(Beginning of Dataset records)

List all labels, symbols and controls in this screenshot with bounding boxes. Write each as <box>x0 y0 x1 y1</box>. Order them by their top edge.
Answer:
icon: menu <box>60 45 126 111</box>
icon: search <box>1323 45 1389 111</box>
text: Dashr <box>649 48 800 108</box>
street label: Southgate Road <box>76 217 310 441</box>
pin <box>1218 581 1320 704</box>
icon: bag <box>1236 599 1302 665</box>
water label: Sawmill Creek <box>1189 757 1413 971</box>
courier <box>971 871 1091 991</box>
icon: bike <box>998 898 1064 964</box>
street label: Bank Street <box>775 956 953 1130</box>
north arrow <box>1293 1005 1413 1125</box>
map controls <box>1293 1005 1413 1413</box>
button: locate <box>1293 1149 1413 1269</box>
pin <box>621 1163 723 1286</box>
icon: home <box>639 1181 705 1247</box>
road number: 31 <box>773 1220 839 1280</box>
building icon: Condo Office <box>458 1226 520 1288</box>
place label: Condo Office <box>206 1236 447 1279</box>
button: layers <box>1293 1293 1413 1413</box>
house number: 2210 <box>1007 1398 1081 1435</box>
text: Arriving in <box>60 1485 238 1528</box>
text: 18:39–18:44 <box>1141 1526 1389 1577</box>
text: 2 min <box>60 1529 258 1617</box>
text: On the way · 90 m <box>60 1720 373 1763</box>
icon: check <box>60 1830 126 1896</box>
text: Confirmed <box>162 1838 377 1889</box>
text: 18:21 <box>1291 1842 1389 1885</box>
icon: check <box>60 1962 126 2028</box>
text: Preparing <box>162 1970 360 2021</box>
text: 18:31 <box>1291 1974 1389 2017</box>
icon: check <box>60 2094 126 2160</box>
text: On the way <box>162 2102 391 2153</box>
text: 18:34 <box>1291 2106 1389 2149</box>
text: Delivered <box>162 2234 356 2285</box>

(End of Dataset records)

Emit the full listing verbatim.

● **Answer for this exercise**:
List all labels, symbols and controls in this screenshot with bounding boxes. Write each as <box>x0 y0 x1 y1</box>. Order them by their top edge.
Answer:
icon: menu <box>60 45 126 111</box>
icon: search <box>1323 45 1389 111</box>
text: Dashr <box>649 48 800 108</box>
street label: Southgate Road <box>76 217 310 441</box>
pin <box>1218 581 1320 704</box>
icon: bag <box>1236 599 1302 665</box>
water label: Sawmill Creek <box>1189 757 1413 971</box>
courier <box>971 871 1091 991</box>
icon: bike <box>998 898 1064 964</box>
street label: Bank Street <box>775 956 953 1130</box>
north arrow <box>1293 1005 1413 1125</box>
map controls <box>1293 1005 1413 1413</box>
button: locate <box>1293 1149 1413 1269</box>
pin <box>621 1163 723 1286</box>
icon: home <box>639 1181 705 1247</box>
road number: 31 <box>773 1220 839 1280</box>
building icon: Condo Office <box>458 1226 520 1288</box>
place label: Condo Office <box>206 1236 447 1279</box>
button: layers <box>1293 1293 1413 1413</box>
house number: 2210 <box>1007 1398 1081 1435</box>
text: Arriving in <box>60 1485 238 1528</box>
text: 18:39–18:44 <box>1141 1526 1389 1577</box>
text: 2 min <box>60 1529 258 1617</box>
text: On the way · 90 m <box>60 1720 373 1763</box>
icon: check <box>60 1830 126 1896</box>
text: Confirmed <box>162 1838 377 1889</box>
text: 18:21 <box>1291 1842 1389 1885</box>
icon: check <box>60 1962 126 2028</box>
text: Preparing <box>162 1970 360 2021</box>
text: 18:31 <box>1291 1974 1389 2017</box>
icon: check <box>60 2094 126 2160</box>
text: On the way <box>162 2102 391 2153</box>
text: 18:34 <box>1291 2106 1389 2149</box>
text: Delivered <box>162 2234 356 2285</box>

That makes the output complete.